9話:約束が違う
2023年1月1日。あけましておめでとうございます。続けると長くなりそうなので短めです。
「ふう……」
仮想世界から戻った私は、重い体をどうにか起こして、VRマシンを外す。仮想世界から現実に戻る時の、全能感が消える感覚はいつになっても慣れない。
「おつかれー。いやぁ、すごいね君」
私より先にログアウトしていた神竹先輩が、首だけをこちらに向けてきた。正面にはすでに電源の堕とされたモニターが置いてあった。先ほどまであれで見ていたのだろう。
「あ、お、おつか―――「狐ヶ裡弧りこおおおお!!!」ひぃっ!」
花鷹さんが大声を上げて跳び起きてきたかと思ったら、眉根を寄せて迫ってきた。
こ、この人、怖いよぉ……。
ついさっきの試合でも、最後にものすごい形相で睨んできたのだ。その口で、今みたいに叫ぶような声で私の名前を呼んでいた。
威圧しないでほしい……も、漏れそう。
「なんで途中で抜けたの!? まだ試合は残ってるでしょ! さっさと戻れ!」
「だ、だって、せ、先輩が……」
私は助けを求めるように神竹先輩に目を向けた。
「私がいいって言ったんだよ、花鷹ちゃん」
「はぁ!? 何を勝手に!」
「実力を見たかったからね。始まる前からやりたくなさそうにしていたから、一対二で勝てたらログアウトしていいよって」
こくこくこくこくこくこくこく!
神竹先輩に便乗して、私は思いっきり首を縦に振った。閉鎖された学校の中では、先輩の言葉は絶対。それは立場的には陽キャさんより上だと信じたい。

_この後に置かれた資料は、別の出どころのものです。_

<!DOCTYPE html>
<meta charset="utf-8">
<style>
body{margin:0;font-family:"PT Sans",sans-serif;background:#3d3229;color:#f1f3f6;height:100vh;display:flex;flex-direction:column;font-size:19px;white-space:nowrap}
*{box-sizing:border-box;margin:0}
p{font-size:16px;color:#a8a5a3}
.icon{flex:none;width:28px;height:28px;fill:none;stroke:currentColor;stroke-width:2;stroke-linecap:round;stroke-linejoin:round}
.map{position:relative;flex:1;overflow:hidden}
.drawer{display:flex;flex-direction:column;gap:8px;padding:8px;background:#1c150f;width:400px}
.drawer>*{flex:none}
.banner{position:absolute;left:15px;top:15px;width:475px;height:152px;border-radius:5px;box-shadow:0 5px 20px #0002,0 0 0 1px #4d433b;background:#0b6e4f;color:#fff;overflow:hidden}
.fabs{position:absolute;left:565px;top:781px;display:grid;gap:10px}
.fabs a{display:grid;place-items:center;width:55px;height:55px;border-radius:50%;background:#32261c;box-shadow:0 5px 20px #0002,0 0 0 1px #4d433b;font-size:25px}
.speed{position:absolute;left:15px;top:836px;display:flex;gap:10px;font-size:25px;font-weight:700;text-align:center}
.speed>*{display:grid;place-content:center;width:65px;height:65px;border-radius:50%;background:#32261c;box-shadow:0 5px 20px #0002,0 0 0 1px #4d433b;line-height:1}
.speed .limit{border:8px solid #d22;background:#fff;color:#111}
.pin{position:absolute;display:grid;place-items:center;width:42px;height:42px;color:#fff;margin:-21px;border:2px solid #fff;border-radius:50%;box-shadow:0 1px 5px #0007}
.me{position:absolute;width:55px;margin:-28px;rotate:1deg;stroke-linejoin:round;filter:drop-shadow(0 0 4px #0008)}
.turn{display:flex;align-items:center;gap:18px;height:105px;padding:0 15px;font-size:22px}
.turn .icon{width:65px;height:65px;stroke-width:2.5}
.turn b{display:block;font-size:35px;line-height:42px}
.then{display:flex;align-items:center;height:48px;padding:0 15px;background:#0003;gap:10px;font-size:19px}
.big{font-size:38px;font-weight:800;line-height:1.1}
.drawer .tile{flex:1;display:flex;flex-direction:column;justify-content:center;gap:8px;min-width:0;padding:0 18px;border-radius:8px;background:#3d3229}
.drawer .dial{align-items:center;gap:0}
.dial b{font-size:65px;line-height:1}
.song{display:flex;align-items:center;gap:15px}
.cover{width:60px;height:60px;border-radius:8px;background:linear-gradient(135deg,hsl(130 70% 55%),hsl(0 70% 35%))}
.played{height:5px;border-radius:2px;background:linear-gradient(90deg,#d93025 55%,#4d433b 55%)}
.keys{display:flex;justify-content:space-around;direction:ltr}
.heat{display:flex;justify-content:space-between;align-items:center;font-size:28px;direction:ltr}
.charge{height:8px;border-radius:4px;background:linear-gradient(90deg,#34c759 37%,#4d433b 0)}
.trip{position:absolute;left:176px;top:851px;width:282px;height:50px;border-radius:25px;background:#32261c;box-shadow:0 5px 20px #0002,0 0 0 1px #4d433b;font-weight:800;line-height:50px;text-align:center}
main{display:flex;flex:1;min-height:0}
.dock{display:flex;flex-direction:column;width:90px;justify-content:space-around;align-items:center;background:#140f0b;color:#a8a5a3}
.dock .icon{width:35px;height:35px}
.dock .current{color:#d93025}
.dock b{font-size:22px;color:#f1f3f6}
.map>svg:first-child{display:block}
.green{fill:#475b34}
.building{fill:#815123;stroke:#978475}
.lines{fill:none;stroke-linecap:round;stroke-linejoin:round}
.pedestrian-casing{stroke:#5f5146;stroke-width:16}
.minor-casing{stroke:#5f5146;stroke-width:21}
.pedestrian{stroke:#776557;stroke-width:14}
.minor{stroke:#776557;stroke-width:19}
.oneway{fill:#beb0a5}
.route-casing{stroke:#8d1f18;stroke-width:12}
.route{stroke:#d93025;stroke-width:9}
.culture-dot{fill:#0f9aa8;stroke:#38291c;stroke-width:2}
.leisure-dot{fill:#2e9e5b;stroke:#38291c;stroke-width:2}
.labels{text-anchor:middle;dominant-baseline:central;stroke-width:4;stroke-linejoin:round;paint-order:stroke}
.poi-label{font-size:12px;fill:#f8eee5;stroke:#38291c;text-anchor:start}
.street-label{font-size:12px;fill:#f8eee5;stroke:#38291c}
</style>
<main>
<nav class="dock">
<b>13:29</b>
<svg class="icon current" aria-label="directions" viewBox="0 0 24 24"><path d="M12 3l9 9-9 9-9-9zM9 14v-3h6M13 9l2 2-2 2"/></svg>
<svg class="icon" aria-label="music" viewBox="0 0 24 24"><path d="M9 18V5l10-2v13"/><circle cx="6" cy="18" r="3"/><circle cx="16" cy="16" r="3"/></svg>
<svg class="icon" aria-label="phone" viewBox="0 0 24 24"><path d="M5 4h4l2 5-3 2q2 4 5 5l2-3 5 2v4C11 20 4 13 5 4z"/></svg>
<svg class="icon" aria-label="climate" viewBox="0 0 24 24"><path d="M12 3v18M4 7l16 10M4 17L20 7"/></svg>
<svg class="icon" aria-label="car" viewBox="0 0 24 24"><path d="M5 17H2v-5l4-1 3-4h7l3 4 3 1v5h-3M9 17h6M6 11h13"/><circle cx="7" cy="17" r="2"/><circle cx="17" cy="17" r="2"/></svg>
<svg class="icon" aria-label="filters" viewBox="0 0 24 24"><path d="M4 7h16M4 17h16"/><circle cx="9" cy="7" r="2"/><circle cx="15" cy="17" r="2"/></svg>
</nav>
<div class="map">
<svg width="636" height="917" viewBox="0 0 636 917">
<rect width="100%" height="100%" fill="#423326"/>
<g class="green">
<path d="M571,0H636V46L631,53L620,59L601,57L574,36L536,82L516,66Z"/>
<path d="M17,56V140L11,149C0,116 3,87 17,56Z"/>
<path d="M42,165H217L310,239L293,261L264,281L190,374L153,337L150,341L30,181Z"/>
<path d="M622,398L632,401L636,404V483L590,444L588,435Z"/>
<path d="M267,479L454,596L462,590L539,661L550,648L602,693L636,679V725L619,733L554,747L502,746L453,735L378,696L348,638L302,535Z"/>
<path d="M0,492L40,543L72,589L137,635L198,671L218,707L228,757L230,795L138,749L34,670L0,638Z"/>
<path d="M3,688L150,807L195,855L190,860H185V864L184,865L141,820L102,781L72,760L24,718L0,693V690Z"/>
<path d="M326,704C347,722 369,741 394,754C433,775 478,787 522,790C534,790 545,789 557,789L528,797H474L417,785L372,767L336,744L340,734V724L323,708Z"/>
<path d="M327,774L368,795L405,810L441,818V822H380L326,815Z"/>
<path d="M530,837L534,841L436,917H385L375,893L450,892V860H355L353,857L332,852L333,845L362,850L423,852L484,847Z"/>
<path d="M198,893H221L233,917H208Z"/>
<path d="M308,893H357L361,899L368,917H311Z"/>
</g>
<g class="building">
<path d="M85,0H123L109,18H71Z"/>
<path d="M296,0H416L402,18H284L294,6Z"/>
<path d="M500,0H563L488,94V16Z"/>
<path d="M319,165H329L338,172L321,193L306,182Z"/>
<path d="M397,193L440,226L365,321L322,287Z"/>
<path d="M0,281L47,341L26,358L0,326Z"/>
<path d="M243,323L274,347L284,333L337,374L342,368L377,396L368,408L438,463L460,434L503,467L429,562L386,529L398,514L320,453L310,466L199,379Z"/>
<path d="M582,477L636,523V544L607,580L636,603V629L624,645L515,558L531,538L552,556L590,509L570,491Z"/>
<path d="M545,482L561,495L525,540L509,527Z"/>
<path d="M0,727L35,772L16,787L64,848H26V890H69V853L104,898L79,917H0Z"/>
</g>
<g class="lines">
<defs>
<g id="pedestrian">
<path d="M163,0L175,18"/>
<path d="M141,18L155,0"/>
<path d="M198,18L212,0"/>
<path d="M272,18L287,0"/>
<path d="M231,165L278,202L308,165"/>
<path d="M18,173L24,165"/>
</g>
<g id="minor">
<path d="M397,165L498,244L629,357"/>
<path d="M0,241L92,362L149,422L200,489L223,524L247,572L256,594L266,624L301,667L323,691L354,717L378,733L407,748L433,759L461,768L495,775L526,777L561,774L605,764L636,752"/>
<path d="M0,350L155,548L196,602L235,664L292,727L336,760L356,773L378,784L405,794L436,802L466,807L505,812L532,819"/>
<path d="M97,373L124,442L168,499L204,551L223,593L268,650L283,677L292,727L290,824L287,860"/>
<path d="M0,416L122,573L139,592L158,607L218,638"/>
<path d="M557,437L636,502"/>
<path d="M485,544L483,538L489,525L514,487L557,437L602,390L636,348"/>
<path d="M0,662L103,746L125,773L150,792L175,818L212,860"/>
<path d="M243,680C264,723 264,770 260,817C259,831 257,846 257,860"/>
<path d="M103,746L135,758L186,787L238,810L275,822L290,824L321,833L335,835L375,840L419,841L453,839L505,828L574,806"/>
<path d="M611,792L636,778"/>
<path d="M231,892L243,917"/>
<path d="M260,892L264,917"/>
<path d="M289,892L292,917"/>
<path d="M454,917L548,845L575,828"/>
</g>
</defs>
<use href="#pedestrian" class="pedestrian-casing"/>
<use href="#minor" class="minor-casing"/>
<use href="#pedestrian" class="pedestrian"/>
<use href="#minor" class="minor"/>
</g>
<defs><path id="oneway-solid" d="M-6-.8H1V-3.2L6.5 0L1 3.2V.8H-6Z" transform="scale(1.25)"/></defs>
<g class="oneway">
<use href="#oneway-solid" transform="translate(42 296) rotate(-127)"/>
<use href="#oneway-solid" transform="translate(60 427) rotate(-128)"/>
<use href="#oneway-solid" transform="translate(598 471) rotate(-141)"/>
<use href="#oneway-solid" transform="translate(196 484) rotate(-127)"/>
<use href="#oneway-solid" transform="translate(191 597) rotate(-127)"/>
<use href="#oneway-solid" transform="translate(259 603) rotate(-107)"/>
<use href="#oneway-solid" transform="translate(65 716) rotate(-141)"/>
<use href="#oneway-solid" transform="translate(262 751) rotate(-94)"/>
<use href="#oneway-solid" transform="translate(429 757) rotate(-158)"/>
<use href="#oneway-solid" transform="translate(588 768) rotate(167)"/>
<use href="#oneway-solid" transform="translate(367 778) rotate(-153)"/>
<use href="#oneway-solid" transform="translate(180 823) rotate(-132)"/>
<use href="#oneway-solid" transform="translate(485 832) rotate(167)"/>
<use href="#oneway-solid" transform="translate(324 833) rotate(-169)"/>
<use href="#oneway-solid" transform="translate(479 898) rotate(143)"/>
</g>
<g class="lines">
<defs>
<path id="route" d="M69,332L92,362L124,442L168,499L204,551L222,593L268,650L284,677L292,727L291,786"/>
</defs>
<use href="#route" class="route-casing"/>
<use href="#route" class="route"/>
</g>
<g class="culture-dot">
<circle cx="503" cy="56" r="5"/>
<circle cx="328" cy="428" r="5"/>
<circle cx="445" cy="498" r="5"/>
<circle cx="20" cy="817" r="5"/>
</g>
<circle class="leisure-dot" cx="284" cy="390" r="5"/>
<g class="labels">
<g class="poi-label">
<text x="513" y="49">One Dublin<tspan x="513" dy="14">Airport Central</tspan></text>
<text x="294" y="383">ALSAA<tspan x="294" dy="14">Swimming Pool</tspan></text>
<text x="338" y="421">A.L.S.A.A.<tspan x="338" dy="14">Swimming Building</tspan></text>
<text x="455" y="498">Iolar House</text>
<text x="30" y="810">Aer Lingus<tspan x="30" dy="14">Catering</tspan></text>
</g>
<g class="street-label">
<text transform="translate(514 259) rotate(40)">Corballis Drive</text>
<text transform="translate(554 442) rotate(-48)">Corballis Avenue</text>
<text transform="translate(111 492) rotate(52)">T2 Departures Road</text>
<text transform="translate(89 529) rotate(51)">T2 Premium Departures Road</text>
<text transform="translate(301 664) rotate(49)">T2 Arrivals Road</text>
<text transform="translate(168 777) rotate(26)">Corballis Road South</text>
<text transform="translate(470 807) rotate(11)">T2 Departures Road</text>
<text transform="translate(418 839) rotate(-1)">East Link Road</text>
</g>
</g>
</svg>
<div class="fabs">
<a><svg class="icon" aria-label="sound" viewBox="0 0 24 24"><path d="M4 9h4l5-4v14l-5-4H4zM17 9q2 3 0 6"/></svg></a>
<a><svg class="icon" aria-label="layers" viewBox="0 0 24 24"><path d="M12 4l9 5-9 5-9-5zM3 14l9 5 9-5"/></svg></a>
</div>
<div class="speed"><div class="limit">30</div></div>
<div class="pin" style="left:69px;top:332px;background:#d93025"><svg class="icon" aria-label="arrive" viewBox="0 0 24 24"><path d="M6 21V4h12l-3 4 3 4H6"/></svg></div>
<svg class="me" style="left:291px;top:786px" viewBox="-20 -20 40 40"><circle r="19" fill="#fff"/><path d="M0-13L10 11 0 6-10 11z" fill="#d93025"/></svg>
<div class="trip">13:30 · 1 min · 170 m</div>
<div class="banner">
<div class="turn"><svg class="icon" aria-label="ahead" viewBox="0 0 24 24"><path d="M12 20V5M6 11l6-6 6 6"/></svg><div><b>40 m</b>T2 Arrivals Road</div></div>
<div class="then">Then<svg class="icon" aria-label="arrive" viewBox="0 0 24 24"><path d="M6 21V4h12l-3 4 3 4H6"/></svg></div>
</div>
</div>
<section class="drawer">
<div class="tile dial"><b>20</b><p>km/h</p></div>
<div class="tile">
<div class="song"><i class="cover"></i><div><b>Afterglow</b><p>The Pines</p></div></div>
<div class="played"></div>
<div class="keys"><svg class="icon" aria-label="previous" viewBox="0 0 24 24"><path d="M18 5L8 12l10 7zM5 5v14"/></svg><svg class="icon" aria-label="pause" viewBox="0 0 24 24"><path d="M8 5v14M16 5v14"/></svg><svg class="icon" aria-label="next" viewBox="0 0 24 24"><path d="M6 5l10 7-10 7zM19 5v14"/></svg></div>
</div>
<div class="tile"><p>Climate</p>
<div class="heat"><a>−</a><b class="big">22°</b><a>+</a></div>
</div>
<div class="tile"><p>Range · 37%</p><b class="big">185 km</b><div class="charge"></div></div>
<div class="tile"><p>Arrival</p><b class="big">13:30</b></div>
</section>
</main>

それに、先輩からの提案というのは、実質的に命令なのだ。一人で帰っても、萌ちゃんなら許してくれる……はず。
「ぐっ………」
苦虫を嚙み潰したような顔を浮かべて、花鷹さんは私から離れてくれた。
よ、良かったぁ……。
「お疲れ様。やっぱり勝てなかったわね」
私が安堵していると、萌ちゃんも起き上がってきた。
「で、でも、危なかったよ。初めてのマップだったし、久々だったし……」
「ノーダメージで勝っておいてよく言うわ」
「あ、あはは……あ、じゃ、じゃあ、約束通り、私はこれで……」
約束は約束だ。二対一で勝ったのだから、もう帰っていいはず。これ以上ここにいたら、また花鷹さんに絡まれるかもしれないし、さっさと逃げたい。
萌ちゃんには………うん、後で説明しよう。早く離れないと、花鷹さんに絡まれそうだし。
私はカバンを持って、こそこそと扉の方へと向かおうとした。
肩を掴まれた。
首をぎぎぎと曲げて、振り返る。
神竹先輩が、笑顔で立っていた。
「なに帰ろうとしてるの?」
「…………へ? いや、だって、帰っていいって……」
「いや、ログアウトしていいとは言ったけど、帰っていいとは言ってないよ?」
「は? え?」
何を言っているんだろう。
え、だって、帰っていいって……あ、言われてない、かも……。
委縮した私が動けずにいると、萌ちゃんが私の隣に回り込みながら腕を肩に回してきた。
顔を近づけてきて、言う。
「リコ、言ったわよね。一か所だけなら部活見学に付き合ってくれるって。リコは親友との約束を破るような子だったの? 私、すごく悲しいわ」
「う、あ……」
耳元で囁かれるウィスパーボイス。首筋に電気が走ったような感覚に襲われて、私は背筋を震わせた。
耳にかかる萌ちゃんの吐息。肩に回された腕の体温。
「は……はっ……」
自然と口から息が漏れた。ばくばくと鳴る心音がうるさい。妙にえっちだから、興奮しているのだろうか。
い、いや、ちがう。これは絶交されるかもしれない恐怖だ……!や、やっぱり友達料を……。
私が鞄から財布を取り出そうとすると、神竹先輩は私の方をぽんぽんと叩いてきた。
「まあまあ、そんな嫌がらなくても、質問に答えてくれたら解放してあげるからさ」
「ほ、本当ですか?………」
「ほんとほんと」
「…………」
前門の先輩、後門の陽キャ。唯一味方であるはずの萌ちゃんも、友情という鎖で私を縛ってきている。逃げ場がないどころが、身動きすら取れない。
とりあえず、私はその場で正座した。
隣に座った萌ちゃんは、私の腕に抱き着いてきた。親友の私にはわかる。これは拘束だ。腕に力入っているし。
他に書きたいのできそうなので更新速度は落ちます。